Gérer ou subir
Quel positionnement stratégique de la Tunisie ? Pour y répondre, il faut d’abord étudier les changements géostratégiques et plus particulièrement la recomposition géoéconomique dans le monde. C’est ce qu’essayera de faire M. Ezzeddine Saidane.
Pour commencer, il faut définir les concepts. Selon M. Ezzeddine Saidane, « la géopolitique se réfère à l’étude de l’impact des facteurs géographiques sur les décisions politiques et les relations entre pays. Alors que la géoéconomie concerne l’emploi d’outils économiques pour promouvoir et défendre l’intérêt national et produire des résultats positifs et efficaces ». « La géoéconomie est la combinaison de facteurs économiques et géographiques dans le domaine du commerce international. Si l’on veut gérer le changement, la politique gouvernementale doit être guidée par la géoéconomie », précise-t-il.
Trois dimensions
Pour M. Saidane, « les recompositions économiques du monde recouvrent trois dimensions principales, toutes liées entre elles : 1- L’émergence des économies du Sud dans un cadre de capitalisme dirigé.
2- L’affaiblissement des états occidentaux libéraux face aux logiques de marché et à leurs acteurs.
3- Les difficultés de la gouvernance économique mondiale : FMI, Banque mondiale, OMC, FAO, etc. ».
Ainsi, et selon l’analyse de M. Saidane, « le monde connait une sorte de décomposition et de recomposition géopolitique et géoéconomique qui est en train de façonner ou de refaçonner le monde.
Le choix qui s’offre à la Tunisie et pratiquement à tous les pays du monde, est de gérer ce changement ou de le subir ».
Gérer
« Gérer dans le sens de se repositionner, faire des choix, s’adapter et profiter du changement.
En effet, le monde connait :
1- L’émergence de nouvelles puissances économiques.
2- Une recomposition des chaînes de valeur.
3- Une redistribution des alliances. 4-Une certaine instabilité régionale. 5- Une montée des nationalismes et des mouvements populistes.
6- De nouveaux enjeux géopolitiques tels que :
- le changement climatique;
- la sécurité énergétique;
- la cybersécurité et l’intelligence artificielle.
Il s’agit là de défis majeurs qui façonnent la recomposition géopolitique et géoéconomique du monde.
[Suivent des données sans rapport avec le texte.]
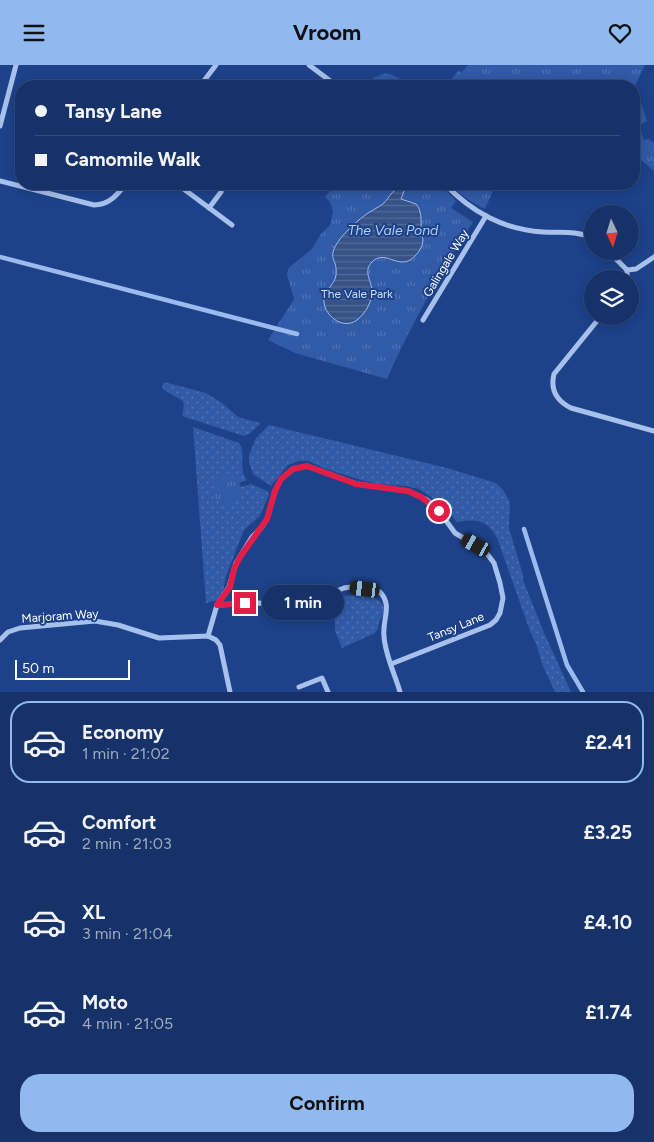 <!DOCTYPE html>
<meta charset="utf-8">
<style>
:root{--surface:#163268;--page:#1f3a6e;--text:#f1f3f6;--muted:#9eaac0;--line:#354d7c;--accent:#90b9f0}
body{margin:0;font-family:Figtree,sans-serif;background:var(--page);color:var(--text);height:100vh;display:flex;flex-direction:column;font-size:19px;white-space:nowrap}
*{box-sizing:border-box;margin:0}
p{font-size:16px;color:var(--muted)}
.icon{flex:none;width:28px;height:28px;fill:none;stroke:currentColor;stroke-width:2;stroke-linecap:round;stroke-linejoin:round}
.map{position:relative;height:627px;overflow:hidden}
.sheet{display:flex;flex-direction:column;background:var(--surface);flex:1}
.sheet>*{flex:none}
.guide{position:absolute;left:15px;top:15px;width:625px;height:110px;border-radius:20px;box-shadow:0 2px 12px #0003,0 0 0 1px var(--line);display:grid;align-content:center;height:110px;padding:0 20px;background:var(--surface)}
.needle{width:32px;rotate:176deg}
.tools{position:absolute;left:584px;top:140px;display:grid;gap:10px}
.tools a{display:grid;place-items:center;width:55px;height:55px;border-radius:50%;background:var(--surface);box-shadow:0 2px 12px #0003,0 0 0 1px var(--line);font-size:25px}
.scale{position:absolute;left:15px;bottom:12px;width:115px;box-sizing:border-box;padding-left:5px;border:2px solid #fff;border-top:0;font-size:14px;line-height:18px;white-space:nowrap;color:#fff;-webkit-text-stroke:4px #1d428a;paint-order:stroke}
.end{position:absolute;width:22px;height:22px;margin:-11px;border:6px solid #e11d48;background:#fff;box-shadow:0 0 0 2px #fff}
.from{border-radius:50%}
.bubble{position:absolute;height:35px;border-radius:18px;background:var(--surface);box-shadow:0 2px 12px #0003,0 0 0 1px var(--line);font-size:16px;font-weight:700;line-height:35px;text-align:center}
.car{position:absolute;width:15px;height:30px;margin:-15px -8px;border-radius:6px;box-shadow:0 0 4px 1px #0007;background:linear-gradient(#222 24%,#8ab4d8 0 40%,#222 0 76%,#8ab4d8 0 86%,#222 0)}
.guide b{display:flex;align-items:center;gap:18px;height:48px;font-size:19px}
.guide b+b{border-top:1px solid var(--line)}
.guide i{width:12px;height:12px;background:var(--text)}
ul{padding:9px 0 0;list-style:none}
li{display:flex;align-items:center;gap:15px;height:82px;margin:0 10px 8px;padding:0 10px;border:2px solid transparent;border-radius:20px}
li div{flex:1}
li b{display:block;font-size:19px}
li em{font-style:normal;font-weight:700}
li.on{border-color:var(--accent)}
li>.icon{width:45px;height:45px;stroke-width:1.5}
.button{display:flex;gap:10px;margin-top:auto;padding:10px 20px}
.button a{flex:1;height:58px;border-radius:20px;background:var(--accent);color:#111;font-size:20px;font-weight:700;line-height:58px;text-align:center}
header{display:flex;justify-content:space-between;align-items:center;height:65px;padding:0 20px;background:var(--accent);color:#111;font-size:22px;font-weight:700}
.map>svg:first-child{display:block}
.grass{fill:url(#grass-dots)}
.park{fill:url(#park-tufts)}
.water{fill:url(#water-rules);stroke:#9cbaed}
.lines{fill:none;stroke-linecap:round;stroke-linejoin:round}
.stream{stroke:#9cbaed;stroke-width:4.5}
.minor{stroke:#a8c0ec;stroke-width:5}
.route{stroke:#e11d48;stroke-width:6}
.labels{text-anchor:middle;stroke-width:4;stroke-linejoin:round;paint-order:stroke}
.street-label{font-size:12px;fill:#fff;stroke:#1d428a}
.park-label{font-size:12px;fill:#cdddf9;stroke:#1d428a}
.water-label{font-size:14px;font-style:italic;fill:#b4cbf3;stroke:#1d428a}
</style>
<header><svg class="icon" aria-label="menu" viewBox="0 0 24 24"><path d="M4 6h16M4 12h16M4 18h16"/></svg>Vroom<svg class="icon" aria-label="heart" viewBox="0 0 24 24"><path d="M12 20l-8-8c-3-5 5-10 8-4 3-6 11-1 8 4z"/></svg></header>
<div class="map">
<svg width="654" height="627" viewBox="0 0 654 627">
<defs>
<pattern id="grass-dots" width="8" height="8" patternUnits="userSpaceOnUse" patternTransform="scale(1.25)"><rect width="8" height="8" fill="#315aa7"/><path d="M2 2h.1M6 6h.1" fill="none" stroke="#5073b4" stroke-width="1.8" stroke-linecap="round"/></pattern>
<pattern id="park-tufts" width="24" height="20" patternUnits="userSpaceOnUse" patternTransform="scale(1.25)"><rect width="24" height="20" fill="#315aa7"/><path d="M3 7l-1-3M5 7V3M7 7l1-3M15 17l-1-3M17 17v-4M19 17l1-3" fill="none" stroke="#5073b4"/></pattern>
<pattern id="water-rules" width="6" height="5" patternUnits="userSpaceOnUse" patternTransform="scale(1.25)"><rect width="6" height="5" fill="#375287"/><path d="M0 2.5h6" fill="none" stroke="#556c99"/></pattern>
</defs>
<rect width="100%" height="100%" fill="#1d428a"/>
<g class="grass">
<path d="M164,317L206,328L222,338L238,352L260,358V359L249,369L244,371L182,351L184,341L183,336L164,325L162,322Z"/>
<path d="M269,360L447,403L496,418L504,426L510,438L509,463L523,510V515L545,570L571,627H555L542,599L537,581L530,566L497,473C487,454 476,454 456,457L448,443L419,424L406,421L379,419L361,415L326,404L308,396H299L288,400L271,421L253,409L249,398V390L256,373Z"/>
<path d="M193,362L239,378C247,388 237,402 247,415L239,418L237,415L241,425V422L251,419L267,426L269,429L260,451L244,465L226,511L223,527L218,535L206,538Z"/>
<path d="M363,529C371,531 385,536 384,545C384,550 381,553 379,557C378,562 379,564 375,568L342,583L335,566V555L329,537L334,532Z"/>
</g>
<g class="park">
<path d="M468,0H645L635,21L647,56L639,60L644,75L649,74L654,78V106L639,93L634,81V21H446L458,6L462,7Z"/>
<path d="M385,8L390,9L414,21H366L373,13Z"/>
<path d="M335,119H440L456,136L451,143L473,157C441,208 411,259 387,314L295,288L268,275L294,234L287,210L288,204L292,200L312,184L320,170L330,160L333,146L330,137L325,132Z"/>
<path d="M452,119H496L485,144C473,138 459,130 452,119Z"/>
<circle cx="227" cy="425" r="14"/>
</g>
<path class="water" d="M400,124L404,126L401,134L416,139C422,146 421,155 421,164C420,168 423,171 423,175C423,183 415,193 408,196C395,201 384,185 372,197C363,206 371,215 372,225C373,236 365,249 357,255C342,266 322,249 324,233C326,224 335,219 336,210C338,192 325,195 340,174C348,164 358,155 368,148C373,145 379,142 384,138C390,132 391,125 400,124Z"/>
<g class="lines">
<g class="stream">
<path d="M0,192L297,269"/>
<path d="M524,464L567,600L583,627"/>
</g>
<g class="minor">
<path d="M309,0L337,21"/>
<path d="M200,21L216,0"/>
<path d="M0,61L16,0"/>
<path d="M0,116L94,140C109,140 117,130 126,119"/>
<path d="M177,119L232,160"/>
<path d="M445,119C471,147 505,165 543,167C561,168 576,165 592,173"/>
<path d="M209,143L221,127"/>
<path d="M608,186L627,205"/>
<path d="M627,205L636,204L654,192"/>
<path d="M627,214V205"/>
<path d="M601,251L554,309C550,325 557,336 571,343L654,366"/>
<path d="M423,255L486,151"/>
<path d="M217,540L259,538L289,540L311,536L344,523L351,522L380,527C393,541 382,554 384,571C385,590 395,609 400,627"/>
<path d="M208,571L217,540L229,522L236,498L252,472L262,462L267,454L275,426L281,414L293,404L307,401L357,419L408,426L427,435L439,446L455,468L485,486L494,498L500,518L503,533L500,548L496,555L490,560L391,599"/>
<path d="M0,575L8,567L20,563L95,556L118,560L159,573L208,571L216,575L220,580L230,627"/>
<path d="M299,622L322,613L328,627"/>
</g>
</g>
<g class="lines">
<path class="route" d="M245,538L217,540L230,522L234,504L240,492L267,454L275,426L281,414L293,404L307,401L356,419L408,426L421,432L439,446"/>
</g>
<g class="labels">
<g class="street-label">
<text transform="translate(446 198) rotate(-59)" y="4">Galingale Way</text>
<text transform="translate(60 551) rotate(-4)" y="4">Marjoram Way</text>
<text transform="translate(456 562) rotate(-22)" y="4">Tansy Lane</text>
</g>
<g class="park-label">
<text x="357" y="233">The Vale Park</text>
</g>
<g class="water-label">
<text x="393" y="170">The Vale Pond</text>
</g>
</g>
</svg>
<div class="tools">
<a><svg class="needle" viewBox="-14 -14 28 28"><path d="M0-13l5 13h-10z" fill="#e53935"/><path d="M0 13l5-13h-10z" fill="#9eaac0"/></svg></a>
<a><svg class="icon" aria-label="layers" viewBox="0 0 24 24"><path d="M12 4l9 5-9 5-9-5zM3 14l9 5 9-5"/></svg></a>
</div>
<div class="scale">50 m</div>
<i class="end from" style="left:439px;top:446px"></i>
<i class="end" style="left:245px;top:538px"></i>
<div class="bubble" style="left:262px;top:520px;width:82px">1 min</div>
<i class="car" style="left:476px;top:480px;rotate:299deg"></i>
<i class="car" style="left:365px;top:524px;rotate:277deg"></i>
<div class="guide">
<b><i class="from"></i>Tansy Lane</b>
<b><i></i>Camomile Walk</b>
</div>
</div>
<section class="sheet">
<ul>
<li class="on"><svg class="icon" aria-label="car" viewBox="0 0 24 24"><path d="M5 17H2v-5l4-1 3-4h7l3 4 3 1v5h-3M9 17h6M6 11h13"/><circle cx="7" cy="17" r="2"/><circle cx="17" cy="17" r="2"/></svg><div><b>Economy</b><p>1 min · 21:02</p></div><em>£2.41</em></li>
<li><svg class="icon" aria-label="car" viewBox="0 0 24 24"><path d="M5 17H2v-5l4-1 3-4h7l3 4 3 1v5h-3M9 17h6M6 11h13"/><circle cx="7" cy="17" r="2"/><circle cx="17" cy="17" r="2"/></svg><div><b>Comfort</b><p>2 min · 21:03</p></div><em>£3.25</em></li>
<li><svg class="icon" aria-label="car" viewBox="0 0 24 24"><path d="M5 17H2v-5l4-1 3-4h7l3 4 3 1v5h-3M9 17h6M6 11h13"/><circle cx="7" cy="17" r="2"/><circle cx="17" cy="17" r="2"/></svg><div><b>XL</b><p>3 min · 21:04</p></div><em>£4.10</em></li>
<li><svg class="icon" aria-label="car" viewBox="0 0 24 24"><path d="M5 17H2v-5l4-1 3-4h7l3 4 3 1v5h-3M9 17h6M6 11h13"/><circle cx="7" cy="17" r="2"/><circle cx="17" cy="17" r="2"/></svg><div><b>Moto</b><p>4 min · 21:05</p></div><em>£1.74</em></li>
</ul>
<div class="button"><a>Confirm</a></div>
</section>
Mais en sens inverse, la géopolitique agit inévitablement sur la géoéconomie mondiale. Pour les tenants de la géoéconomie, les Etats retrouvent un rôle équivalent à celui de stratège dans la guerre : la victoire est sanctionnée par des gains de parts de marché et la défaite par la délocalisation, la faillite, le chômage, la fuite massive des compétences et des montagnes de dettes ».
Subir
Et de se demander, dans la foulée : Sommes-nous du bon côté ou du mauvais côté de la recomposition géoéconomique ? En d’autre termes, sommesnous en train de gérer notre part de la recomposition géoéconomique ou de la subir ?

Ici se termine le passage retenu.